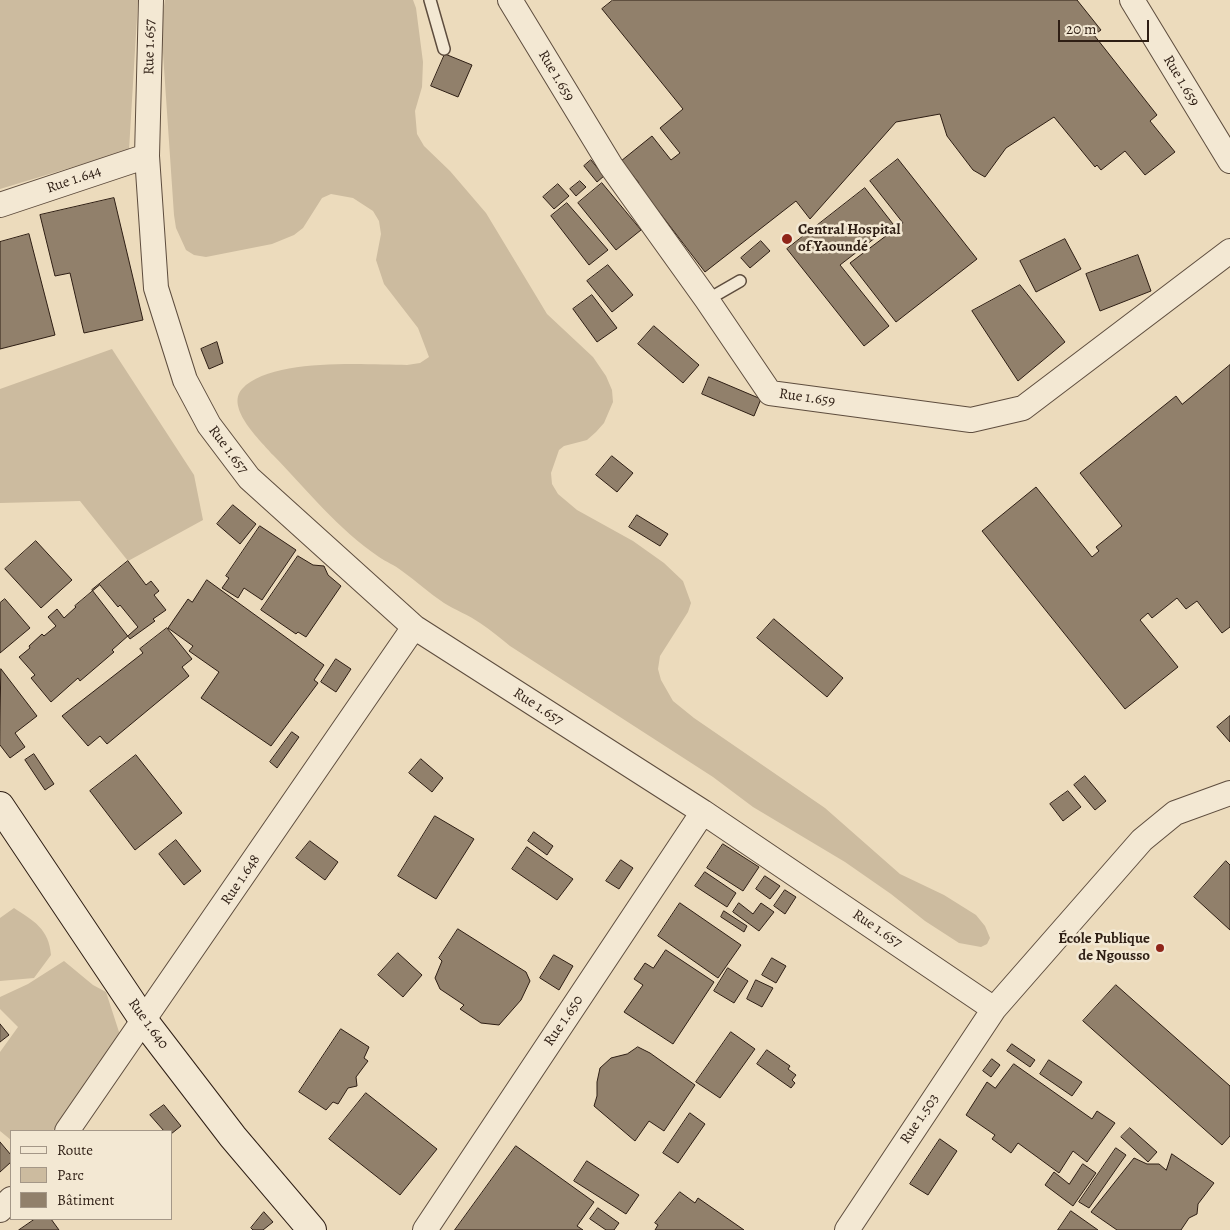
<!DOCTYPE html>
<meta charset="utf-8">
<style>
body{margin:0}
#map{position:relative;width:1230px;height:1230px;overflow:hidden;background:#ecdbbc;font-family:Alegreya,serif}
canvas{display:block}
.legend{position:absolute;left:10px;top:1130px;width:162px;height:90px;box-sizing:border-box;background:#f3e8d3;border:1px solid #a49787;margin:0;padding:6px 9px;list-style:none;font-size:15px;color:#2e1e14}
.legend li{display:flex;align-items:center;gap:10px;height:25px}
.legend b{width:25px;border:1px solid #a49787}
.scale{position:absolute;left:1058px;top:20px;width:91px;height:22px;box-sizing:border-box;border:2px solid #2e1e14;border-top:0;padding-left:6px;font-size:15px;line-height:18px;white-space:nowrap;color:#2e1e14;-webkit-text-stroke:4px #f3e8d3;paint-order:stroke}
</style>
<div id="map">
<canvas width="1230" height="1230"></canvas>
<ul class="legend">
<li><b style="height:6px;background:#f3e8d3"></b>Route</li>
<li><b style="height:14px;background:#ccbb9f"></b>Parc</li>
<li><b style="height:14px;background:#91806b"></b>Bâtiment</li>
</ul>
<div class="scale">20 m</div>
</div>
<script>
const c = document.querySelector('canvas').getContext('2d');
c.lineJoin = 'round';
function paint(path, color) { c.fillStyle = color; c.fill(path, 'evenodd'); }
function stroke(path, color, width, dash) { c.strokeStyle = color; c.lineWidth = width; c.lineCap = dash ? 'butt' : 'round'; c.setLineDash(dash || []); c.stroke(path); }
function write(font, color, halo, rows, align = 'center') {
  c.font = font + ' Alegreya,serif'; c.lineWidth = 5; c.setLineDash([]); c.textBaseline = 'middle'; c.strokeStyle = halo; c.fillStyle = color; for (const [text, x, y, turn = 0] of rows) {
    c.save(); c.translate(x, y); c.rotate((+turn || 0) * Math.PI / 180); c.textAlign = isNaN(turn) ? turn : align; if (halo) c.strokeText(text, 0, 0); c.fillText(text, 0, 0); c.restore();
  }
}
paint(new Path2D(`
 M0,0h138l-9,150 -129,39z
 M165,0h248l3,8 7,54 -1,25 -7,24 2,23 7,12 26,25 36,42 61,101 46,43 13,19 6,14 1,12 -9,21 -8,9 -9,8 -23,6 -5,4 -8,23 1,11 6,10 19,16 56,31 31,22 19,18 8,22 -3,9 -28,44 -2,13 3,11 12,21 21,17 131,90 75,66 44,21 32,20 9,11 5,12 -3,6 -6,3 -22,-4 -34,-22 -34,-27 -46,-32 -92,-55 -40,-30 -203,-131c-10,-8 -19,-16 -30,-23 -11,-8 -25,-13 -36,-20 -15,-10 -28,-22 -42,-32 -7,-6 -16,-9 -23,-14 -41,-28 -72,-67 -106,-102 -12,-14 -48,-47 -31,-66 30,-32 124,-24 165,-24l13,-2 9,-6 -11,-29 -34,-44 -8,-24 5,-26 -2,-13 -6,-10 -20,-13 -22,-4 -9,4 -19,30 -9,7 -22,9 -66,13 -12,-2 -8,-5 -10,-22 -2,-13 -13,-191z
 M112,349l82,126 9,45 -75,41 -48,-60 -80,2v-114z
 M14,908c20,13 35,21 37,47l-17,23 -34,3v-63z
 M64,961l29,24 13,7 14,43 -48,78 -20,18h-41v9l-11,-9v-79l18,-25 -18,-18v-12l28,-13z`), '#ccbb9f');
const building = new Path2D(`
 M613,0h464l24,30 -7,5 63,80 -7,6 25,31 -30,23 -20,-24 -24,19 -4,-5 -2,2 -41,-50 -48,31 -21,29 -12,-7 -26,-34 -7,-22 -44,8 -86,97 -14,-18 -91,71 -52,-68 -4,3 -15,-20 5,-4 -18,-22 31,-25 19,24 9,-7 -20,-25 23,-19 -81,-100z
 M445,54l27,11 -14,32 -27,-11z
 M898,159l79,100 -81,63 -46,-59 53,-40 -33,-42z
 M591,160l13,16 -7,6 -13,-16z
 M580,181l6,6 -10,9 -6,-7z
 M602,183l39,47 -25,20 -38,-47z
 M558,184l11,12 -15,13 -11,-12z
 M865,188l28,36 -53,41 49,61 -25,20 -77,-97z
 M114,198l29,122 -59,13 -14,-60 -15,3 -15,-61z
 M567,203l41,47 -19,15 -38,-49z
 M29,234l26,101 -55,14v-107z
 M1065,239l16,30 -45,23 -16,-31z
 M761,241l9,10 -20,17 -9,-10z
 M1138,255l13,36 -51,20 -14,-37z
 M608,265l25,30 -21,17 -25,-31z
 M1020,285l45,57 -47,39 -46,-70z
 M592,295l25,33 -20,14 -24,-33z
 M654,326l45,39 -16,18 -45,-39z
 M217,342l6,21 -14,6 -8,-20z
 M1230,365v262l-8,6 -25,-32 -11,8 -9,-11 -25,20 -4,-5 -8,7 38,47 -53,42 -143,-178 54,-44 56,70 7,-6 -3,-4 26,-21 -42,-53 96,-77 6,8z
 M709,377l52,22 -7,17 -52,-22z
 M612,456l21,17 -16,19 -21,-17z
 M233,505l23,19 -16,20 -23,-20z
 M637,515l31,19 -8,12 -31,-19z
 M260,526l36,24 -34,50 -18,-12 -6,10 -16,-10 7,-10 -3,-2z
 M36,541l36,39 -31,28 -36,-39z
 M298,556l15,9 11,1 4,9 13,11 -35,51 -8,-5 -2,2 -35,-24z
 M128,561l18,24 5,-4 8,10 -5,4 12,15 -13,9 2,2 -25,18 -38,-49z
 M207,580l117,85 -10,15 4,3 -47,63 -70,-48 18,-26 -30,-21 4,-5 -25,-18 20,-29 4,3z
 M100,585l18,22 2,-2 18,22 -26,23 2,2 -34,29 -2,-3 -27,24 -20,-24 4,-3 -16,-18 11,-9 -1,-2 13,-12 2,2 12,-10 -8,-9 9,-8 7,9 12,-11 -1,-1z
 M5,599l25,29 -30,25v-50z
 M774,619l69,59 -16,19 -70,-59z
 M167,628l25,31 -10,8 7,9 -82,68 -7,-8 -12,10 -26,-30 81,-63 -3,-4z
 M336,659l15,10 -15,23 -15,-10z
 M1,669l36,47 -22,17 10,14 -15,11 -10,-13z
 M1230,716v26l-13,-15z
 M292,732l7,5 -22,31 -7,-6z
 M34,754l20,30 -9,6 -20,-30z
 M136,755l46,58 -47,37 -45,-59z
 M421,759l22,19 -11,14 -23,-19z
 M1085,776l21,25 -11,9 -21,-25z
 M1068,791l13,16 -18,14 -13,-17z
 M435,816l39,23 -38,60 -38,-23z
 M534,832l19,14 -6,9 -19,-14z
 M176,840l25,31 -17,14 -25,-31z
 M310,841l28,21 -13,18 -29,-22z
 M723,844l36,23 -16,24 -36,-23z
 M527,847l46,32 -16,21 -45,-31z
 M621,860l12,8 -14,21 -13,-8z
 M1226,861l4,4v65l-36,-33z
 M705,872l31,21 -9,14 -32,-21z
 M765,876l15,10 -10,13 -14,-10z
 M785,890l11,7 -11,17 -11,-8z
 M680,903l61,42 -23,33 -60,-42z
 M739,903l14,11 8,-11 13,9 -15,19 -26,-19z
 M724,911l23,15 -3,6 -23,-15z
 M458,929l68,43 4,9 -9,19 -22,25 -18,-2 -21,-14 4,-4 -24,-16 -5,-11 7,-17 -3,-3z
 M666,950l48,32 -41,62 -49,-32 19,-27 -9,-6 11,-16 8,5z
 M398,953l24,22 -19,22 -25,-22z
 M554,955l19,11 -14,24 -19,-12z
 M772,958l14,8 -10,17 -14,-8z
 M728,968l20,13 -14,22 -20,-12z
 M756,980l17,8 -11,19 -15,-8z
 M1116,985l114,101v50l-8,9 -139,-124z
 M0,1024l9,11 -9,7z
 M341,1029l28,18 -5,11 4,3 -12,16 1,9 -9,2 -10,16 -5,-2 -7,8 -27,-18z
 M731,1032l24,17 -35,49 -24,-16z
 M1012,1044l23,16 -5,7 -23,-16z
 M638,1047l12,6 45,32 -31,46 -15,-10 -14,20 -41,-35 3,-10v-14l3,-14 11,-10 16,-4z
 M767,1050l23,16 -2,3 8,6 -4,5 3,3 -4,5 -34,-24z
 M992,1059l8,6 -9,12 -8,-6z
 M1049,1060l33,22 -10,14 -32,-22z
 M1014,1064l78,55 5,-8 18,12 -28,39 -14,-11 -14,22 -41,-30 -7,10 -19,-14 3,-4 -29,-20 21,-33 8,6z
 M366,1093l71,56 -37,46 -71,-56z
 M164,1105l17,21 -10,8v-3h-7l-14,-16z
 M690,1113l15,11 -27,39 -15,-10z
 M1130,1128l27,24 -9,10 -27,-25z
 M940,1139l17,12 -29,44 -18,-11z
 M0,1142l11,13v7l-11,10z
 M516,1146l78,56 -17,24 6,4h-128z
 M1116,1148l10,7 -37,53 -10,-6z
 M1172,1154l42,29 -16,21 -1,10 -8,4 -8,12h-64l-26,-18 43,-54 13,6h12l7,6z
 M587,1161l52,34 -13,19 -52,-33z
 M1083,1164l13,9 -23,33 -28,-21 9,-13 15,12z
 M680,1192l15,11 3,-5 46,32h-89l3,-5 -3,-2z
 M598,1208l21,15 -5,7h-8l-16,-11z
 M1071,1211l27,19h-40z
 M264,1212l9,10 -10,8h-10l-2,-2z
 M35,1219h16l8,11h-40z`);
paint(building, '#91806b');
stroke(building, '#2e1e14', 1);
const lane = new Path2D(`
 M430,0l14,49
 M707,300l33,-19`);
const street = new Path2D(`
 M151,0l-4,156 9,132 29,92 24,45 40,53 165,149 289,185 291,197 148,-169 33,-27 55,-20
 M510,0l101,166 96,134 63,93 201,27 52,-12 207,-157
 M1132,0l98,161
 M0,205l147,-49
 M67,1131l347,-504
 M0,1210l11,-11
 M425,1230l278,-418
 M847,1230l147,-221`);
const secondary = new Path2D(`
 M0,806l144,215 89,116 79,93`);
stroke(lane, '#5e4d3e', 14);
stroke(street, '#5e4d3e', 26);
stroke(secondary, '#2e1e14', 30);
stroke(lane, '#f3e8d3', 11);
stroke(street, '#f3e8d3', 24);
stroke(secondary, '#f3e8d3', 28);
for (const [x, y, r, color] of [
 [787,239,6,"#8f2418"],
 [1160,948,5,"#8f2418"]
]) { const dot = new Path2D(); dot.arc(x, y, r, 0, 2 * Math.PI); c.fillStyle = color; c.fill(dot); stroke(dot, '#f3e8d3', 2); }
write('15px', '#2e1e14', '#f3e8d3', [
 ["Rue 1.657",150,47,-89],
 ["Rue 1.659",556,76,59],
 ["Rue 1.659",1181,81,59],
 ["Rue 1.644",74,180,-19],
 ["Rue 1.659",807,398,8],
 ["Rue 1.657",228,450,53],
 ["Rue 1.657",538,707,33],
 ["Rue 1.648",241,880,-56],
 ["Rue 1.657",877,929,34],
 ["Rue 1.650",564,1021,-56],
 ["Rue 1.640",148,1024,54],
 ["Rue 1.503",920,1119,-56]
]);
write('bold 15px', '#2e1e14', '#f3e8d3', [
 ["Central Hospital",798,230],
 ["of Yaoundé",798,247],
 ["École Publique",1150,939,"right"],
 ["de Ngousso",1150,956,"right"]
], 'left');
</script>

ACTIVITY | The required answer is an exact, picture-free copy of the lines from the opening of the listing above through the line with "c.font = font".

ANSWER BELOW |
<!DOCTYPE html>
<meta charset="utf-8">
<style>
body{margin:0}
#map{position:relative;width:1230px;height:1230px;overflow:hidden;background:#ecdbbc;font-family:Alegreya,serif}
canvas{display:block}
.legend{position:absolute;left:10px;top:1130px;width:162px;height:90px;box-sizing:border-box;background:#f3e8d3;border:1px solid #a49787;margin:0;padding:6px 9px;list-style:none;font-size:15px;color:#2e1e14}
.legend li{display:flex;align-items:center;gap:10px;height:25px}
.legend b{width:25px;border:1px solid #a49787}
.scale{position:absolute;left:1058px;top:20px;width:91px;height:22px;box-sizing:border-box;border:2px solid #2e1e14;border-top:0;padding-left:6px;font-size:15px;line-height:18px;white-space:nowrap;color:#2e1e14;-webkit-text-stroke:4px #f3e8d3;paint-order:stroke}
</style>
<div id="map">
<canvas width="1230" height="1230"></canvas>
<ul class="legend">
<li><b style="height:6px;background:#f3e8d3"></b>Route</li>
<li><b style="height:14px;background:#ccbb9f"></b>Parc</li>
<li><b style="height:14px;background:#91806b"></b>Bâtiment</li>
</ul>
<div class="scale">20 m</div>
</div>
<script>
const c = document.querySelector('canvas').getContext('2d');
c.lineJoin = 'round';
function paint(path, color) { c.fillStyle = color; c.fill(path, 'evenodd'); }
function stroke(path, color, width, dash) { c.strokeStyle = color; c.lineWidth = width; c.lineCap = dash ? 'butt' : 'round'; c.setLineDash(dash || []); c.stroke(path); }
function write(font, color, halo, rows, align = 'center') {
  c.font = font + ' Alegreya,serif'; c.lineWidth = 5; c.setLineDash([]); c.textBaseline = 'middle'; c.strokeStyle = halo; c.fillStyle = color; for (const [text, x, y, turn = 0] of rows) {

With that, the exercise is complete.